Saved entries

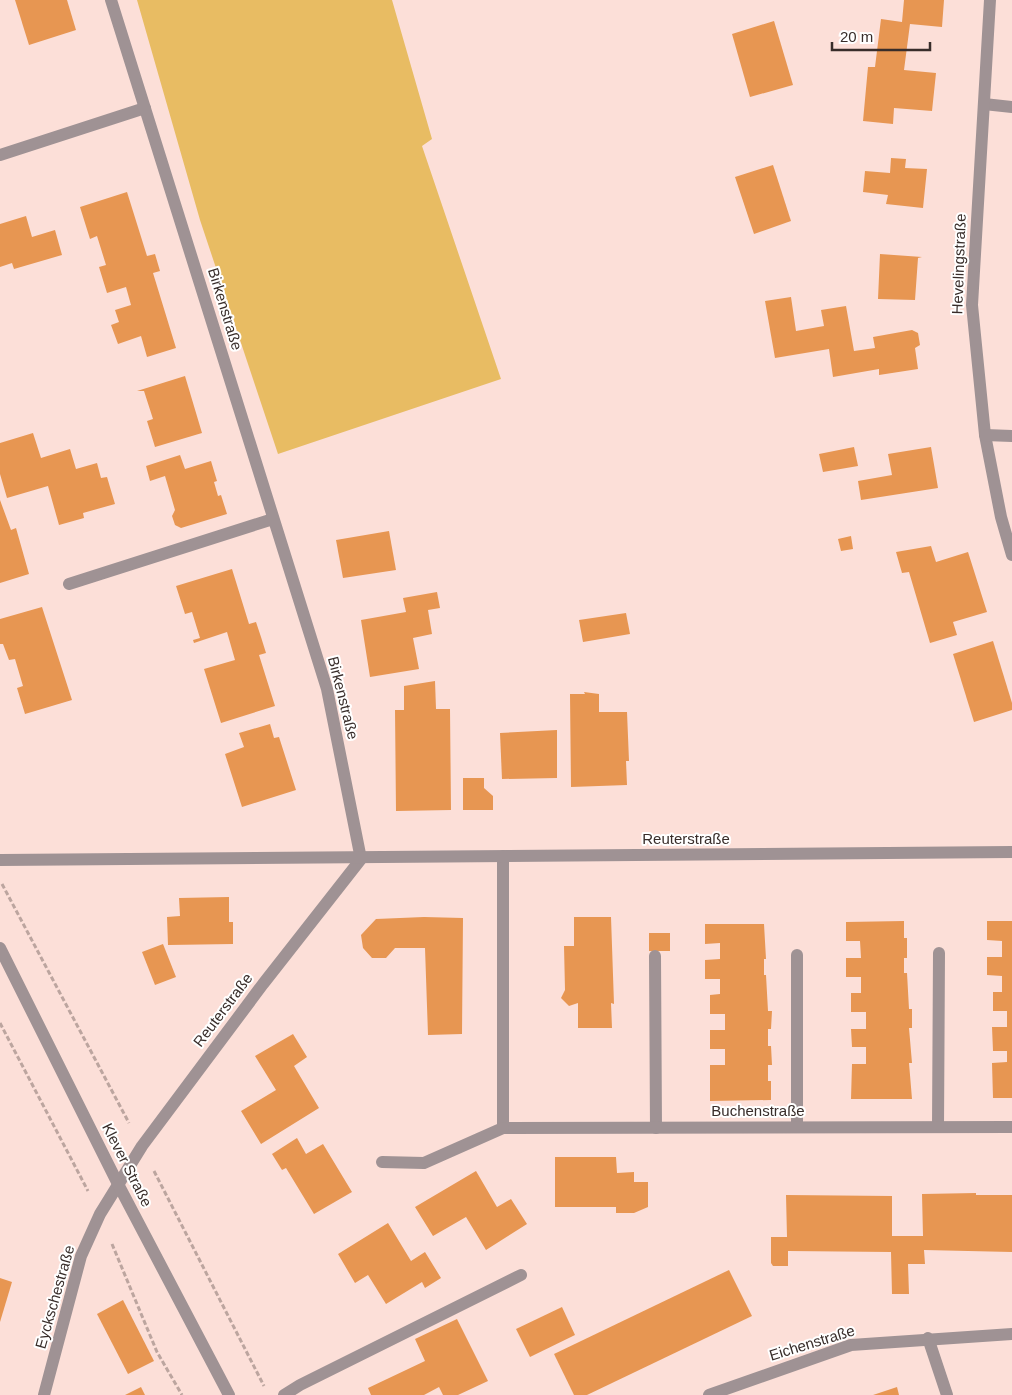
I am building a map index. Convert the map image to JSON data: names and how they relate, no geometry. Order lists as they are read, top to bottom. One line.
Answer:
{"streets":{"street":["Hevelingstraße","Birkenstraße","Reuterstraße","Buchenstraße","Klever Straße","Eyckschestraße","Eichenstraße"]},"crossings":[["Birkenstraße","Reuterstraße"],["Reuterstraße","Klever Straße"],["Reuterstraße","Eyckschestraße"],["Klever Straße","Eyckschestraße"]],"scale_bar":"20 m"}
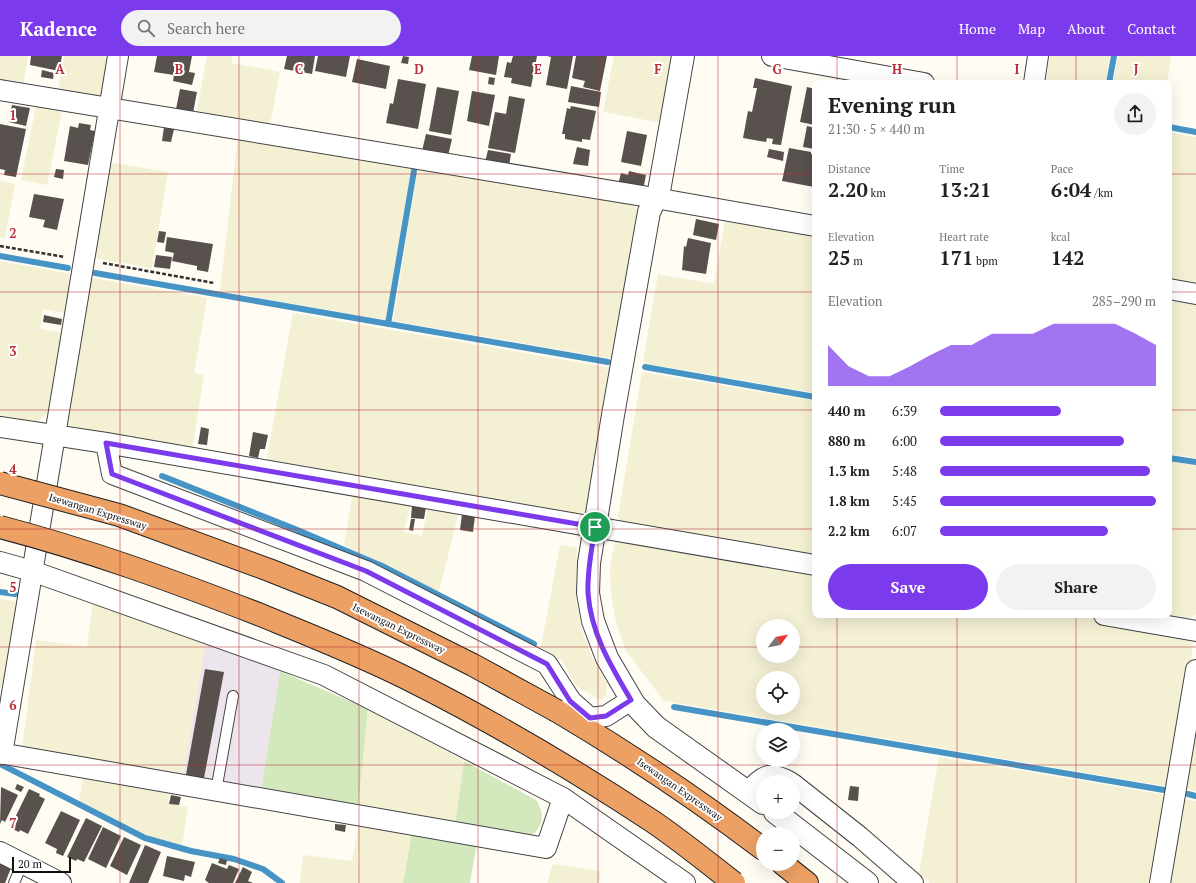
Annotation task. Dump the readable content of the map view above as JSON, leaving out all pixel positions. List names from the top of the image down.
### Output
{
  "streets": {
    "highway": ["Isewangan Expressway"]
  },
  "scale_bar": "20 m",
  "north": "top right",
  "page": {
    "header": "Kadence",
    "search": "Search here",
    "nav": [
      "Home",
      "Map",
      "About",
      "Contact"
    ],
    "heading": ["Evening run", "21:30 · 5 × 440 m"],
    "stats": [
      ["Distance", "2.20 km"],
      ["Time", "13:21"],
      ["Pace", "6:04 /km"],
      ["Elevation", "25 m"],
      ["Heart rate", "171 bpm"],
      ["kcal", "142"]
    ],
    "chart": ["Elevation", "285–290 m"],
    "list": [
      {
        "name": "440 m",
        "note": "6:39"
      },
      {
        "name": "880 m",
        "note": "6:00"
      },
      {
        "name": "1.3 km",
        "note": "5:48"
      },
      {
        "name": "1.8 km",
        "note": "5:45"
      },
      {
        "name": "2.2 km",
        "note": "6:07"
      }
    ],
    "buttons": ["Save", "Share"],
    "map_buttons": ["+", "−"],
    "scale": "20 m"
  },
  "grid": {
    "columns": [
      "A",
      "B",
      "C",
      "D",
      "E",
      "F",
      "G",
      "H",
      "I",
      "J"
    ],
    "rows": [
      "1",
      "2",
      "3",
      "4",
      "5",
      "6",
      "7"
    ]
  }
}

About this exercise =>
Lines in the data containing the string "names" are to be counted; give that number alone.

Answer area =>
2